**To do:** In the listing below, locate the line containing "ctx.fill(path, 'evenodd');" and the line containing "M0,247L116,331L50,444L12,471L0,464Z". Output both of them and every line between, exactly as written, and nothing more.

**Data provided:**
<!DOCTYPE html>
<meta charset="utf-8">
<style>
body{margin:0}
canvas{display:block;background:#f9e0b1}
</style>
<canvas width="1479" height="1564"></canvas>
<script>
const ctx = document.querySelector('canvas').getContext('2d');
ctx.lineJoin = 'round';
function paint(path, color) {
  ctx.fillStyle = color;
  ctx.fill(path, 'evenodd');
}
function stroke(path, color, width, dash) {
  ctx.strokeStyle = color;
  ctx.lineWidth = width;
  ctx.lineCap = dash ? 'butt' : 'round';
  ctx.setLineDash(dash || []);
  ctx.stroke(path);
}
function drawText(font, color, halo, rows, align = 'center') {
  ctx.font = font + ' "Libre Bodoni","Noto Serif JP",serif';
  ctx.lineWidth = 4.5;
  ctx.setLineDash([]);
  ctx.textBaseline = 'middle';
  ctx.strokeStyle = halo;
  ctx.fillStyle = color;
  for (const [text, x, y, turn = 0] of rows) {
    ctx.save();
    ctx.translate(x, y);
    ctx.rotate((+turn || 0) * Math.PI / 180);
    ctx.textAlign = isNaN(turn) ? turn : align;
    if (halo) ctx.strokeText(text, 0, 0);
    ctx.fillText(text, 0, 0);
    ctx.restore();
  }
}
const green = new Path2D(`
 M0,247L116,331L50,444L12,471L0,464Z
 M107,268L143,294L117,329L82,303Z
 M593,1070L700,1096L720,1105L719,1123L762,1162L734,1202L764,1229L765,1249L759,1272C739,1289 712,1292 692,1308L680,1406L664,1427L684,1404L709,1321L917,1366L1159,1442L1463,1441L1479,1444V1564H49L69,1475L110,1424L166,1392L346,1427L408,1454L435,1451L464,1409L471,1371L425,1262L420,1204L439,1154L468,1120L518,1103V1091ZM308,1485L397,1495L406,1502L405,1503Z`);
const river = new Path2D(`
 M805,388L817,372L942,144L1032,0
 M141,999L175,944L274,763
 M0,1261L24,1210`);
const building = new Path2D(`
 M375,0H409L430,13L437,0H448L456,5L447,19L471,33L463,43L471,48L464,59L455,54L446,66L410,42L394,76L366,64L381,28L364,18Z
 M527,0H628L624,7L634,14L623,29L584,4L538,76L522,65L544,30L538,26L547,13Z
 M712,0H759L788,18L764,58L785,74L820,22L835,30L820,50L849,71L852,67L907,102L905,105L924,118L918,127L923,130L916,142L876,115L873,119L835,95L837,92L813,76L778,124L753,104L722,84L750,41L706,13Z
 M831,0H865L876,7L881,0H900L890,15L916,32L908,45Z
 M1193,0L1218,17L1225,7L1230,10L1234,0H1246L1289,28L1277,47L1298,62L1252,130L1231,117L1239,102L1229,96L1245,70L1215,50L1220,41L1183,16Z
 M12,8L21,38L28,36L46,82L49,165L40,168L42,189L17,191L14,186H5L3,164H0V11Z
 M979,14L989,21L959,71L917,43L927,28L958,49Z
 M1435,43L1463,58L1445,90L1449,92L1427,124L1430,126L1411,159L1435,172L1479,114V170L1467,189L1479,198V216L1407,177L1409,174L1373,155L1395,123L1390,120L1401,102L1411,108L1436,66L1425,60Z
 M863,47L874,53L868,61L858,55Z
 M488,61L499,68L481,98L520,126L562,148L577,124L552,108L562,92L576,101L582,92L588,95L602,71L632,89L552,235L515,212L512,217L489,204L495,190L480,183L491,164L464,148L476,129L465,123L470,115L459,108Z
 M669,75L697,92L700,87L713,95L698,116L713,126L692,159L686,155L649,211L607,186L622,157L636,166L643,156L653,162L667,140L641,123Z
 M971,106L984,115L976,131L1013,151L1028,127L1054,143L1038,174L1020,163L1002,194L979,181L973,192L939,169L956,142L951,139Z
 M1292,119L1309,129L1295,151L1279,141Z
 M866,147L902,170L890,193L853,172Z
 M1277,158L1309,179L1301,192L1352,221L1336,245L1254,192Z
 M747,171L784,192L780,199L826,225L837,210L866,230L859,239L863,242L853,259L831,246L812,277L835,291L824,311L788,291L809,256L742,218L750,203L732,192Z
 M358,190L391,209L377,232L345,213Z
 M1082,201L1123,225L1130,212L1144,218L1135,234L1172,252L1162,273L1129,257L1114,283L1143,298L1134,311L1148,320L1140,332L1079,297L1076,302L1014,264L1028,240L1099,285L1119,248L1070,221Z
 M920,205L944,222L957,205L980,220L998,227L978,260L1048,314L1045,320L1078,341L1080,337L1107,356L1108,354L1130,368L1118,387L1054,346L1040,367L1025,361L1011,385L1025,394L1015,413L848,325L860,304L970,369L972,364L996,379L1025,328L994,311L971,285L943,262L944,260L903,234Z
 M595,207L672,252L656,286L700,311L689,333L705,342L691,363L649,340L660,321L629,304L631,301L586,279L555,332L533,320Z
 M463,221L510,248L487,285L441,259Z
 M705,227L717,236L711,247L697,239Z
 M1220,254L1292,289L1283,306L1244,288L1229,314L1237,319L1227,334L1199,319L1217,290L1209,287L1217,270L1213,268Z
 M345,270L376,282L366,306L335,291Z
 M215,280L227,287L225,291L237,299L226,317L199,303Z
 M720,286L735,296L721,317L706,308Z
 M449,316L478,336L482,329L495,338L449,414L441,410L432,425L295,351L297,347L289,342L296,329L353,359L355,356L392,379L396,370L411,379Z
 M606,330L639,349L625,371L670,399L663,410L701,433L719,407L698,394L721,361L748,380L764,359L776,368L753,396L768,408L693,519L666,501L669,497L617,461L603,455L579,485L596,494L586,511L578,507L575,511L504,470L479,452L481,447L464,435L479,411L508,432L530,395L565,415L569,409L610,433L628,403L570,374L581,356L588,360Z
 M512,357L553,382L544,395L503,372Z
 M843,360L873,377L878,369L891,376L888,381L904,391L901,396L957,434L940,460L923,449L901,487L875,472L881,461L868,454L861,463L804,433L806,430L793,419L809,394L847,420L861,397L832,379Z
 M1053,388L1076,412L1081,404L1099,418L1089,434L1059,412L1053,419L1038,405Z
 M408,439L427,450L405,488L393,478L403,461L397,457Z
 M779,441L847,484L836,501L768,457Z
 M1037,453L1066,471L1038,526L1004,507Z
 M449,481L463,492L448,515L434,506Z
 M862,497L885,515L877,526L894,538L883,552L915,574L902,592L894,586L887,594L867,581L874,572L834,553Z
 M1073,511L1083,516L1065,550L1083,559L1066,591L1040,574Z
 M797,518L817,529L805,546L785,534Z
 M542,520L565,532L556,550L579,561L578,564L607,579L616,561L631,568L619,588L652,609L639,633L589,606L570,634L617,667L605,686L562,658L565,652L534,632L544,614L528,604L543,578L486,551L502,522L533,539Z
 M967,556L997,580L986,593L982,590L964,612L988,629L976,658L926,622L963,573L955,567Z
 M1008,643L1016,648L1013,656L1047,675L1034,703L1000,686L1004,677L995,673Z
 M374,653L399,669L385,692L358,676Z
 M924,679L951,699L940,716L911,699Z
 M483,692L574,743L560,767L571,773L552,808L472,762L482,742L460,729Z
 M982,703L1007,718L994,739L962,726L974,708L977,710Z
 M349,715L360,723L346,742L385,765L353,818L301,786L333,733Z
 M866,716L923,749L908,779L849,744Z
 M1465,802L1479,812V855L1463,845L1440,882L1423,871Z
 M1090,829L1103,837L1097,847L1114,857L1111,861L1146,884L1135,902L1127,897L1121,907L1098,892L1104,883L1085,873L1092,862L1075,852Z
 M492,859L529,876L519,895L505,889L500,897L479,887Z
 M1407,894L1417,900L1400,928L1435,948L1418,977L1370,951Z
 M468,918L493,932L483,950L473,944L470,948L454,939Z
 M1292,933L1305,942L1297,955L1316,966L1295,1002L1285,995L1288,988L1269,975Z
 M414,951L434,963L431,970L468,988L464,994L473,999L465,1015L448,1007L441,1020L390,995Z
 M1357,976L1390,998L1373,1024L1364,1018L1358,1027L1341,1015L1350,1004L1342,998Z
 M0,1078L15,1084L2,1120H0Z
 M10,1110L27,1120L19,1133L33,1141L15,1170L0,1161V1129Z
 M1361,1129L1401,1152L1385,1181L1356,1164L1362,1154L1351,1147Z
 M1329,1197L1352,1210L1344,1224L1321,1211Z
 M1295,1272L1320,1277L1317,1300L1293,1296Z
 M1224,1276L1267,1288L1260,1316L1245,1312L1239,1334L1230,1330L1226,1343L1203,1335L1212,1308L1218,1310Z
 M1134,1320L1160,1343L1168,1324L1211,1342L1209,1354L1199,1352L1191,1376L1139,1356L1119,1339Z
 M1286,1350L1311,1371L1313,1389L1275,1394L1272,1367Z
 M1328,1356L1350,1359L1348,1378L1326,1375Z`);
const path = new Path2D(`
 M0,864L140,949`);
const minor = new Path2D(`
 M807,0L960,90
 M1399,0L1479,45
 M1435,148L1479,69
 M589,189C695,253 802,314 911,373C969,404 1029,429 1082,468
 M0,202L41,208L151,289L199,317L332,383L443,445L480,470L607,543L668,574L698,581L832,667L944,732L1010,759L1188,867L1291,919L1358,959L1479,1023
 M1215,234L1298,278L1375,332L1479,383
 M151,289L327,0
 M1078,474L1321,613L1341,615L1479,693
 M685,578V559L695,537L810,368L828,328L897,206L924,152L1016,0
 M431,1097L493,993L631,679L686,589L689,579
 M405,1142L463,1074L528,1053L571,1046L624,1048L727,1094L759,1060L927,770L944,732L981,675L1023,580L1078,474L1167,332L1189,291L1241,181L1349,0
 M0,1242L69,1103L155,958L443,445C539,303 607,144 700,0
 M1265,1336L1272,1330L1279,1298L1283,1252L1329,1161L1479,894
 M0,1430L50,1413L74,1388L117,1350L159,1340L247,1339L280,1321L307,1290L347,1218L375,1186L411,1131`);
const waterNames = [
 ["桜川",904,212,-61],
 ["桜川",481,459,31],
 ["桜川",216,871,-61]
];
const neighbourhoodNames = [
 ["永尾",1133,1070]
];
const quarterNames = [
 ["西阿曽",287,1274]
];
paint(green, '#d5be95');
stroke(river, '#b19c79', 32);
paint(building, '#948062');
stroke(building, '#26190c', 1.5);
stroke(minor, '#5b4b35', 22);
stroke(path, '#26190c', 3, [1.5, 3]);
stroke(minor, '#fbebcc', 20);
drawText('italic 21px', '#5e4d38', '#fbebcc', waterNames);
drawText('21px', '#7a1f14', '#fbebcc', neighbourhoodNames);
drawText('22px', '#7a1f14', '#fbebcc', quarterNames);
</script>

**Exercise solution:**
  ctx.fill(path, 'evenodd');
}
function stroke(path, color, width, dash) {
  ctx.strokeStyle = color;
  ctx.lineWidth = width;
  ctx.lineCap = dash ? 'butt' : 'round';
  ctx.setLineDash(dash || []);
  ctx.stroke(path);
}
function drawText(font, color, halo, rows, align = 'center') {
  ctx.font = font + ' "Libre Bodoni","Noto Serif JP",serif';
  ctx.lineWidth = 4.5;
  ctx.setLineDash([]);
  ctx.textBaseline = 'middle';
  ctx.strokeStyle = halo;
  ctx.fillStyle = color;
  for (const [text, x, y, turn = 0] of rows) {
    ctx.save();
    ctx.translate(x, y);
    ctx.rotate((+turn || 0) * Math.PI / 180);
    ctx.textAlign = isNaN(turn) ? turn : align;
    if (halo) ctx.strokeText(text, 0, 0);
    ctx.fillText(text, 0, 0);
    ctx.restore();
  }
}
const green = new Path2D(`
 M0,247L116,331L50,444L12,471L0,464Z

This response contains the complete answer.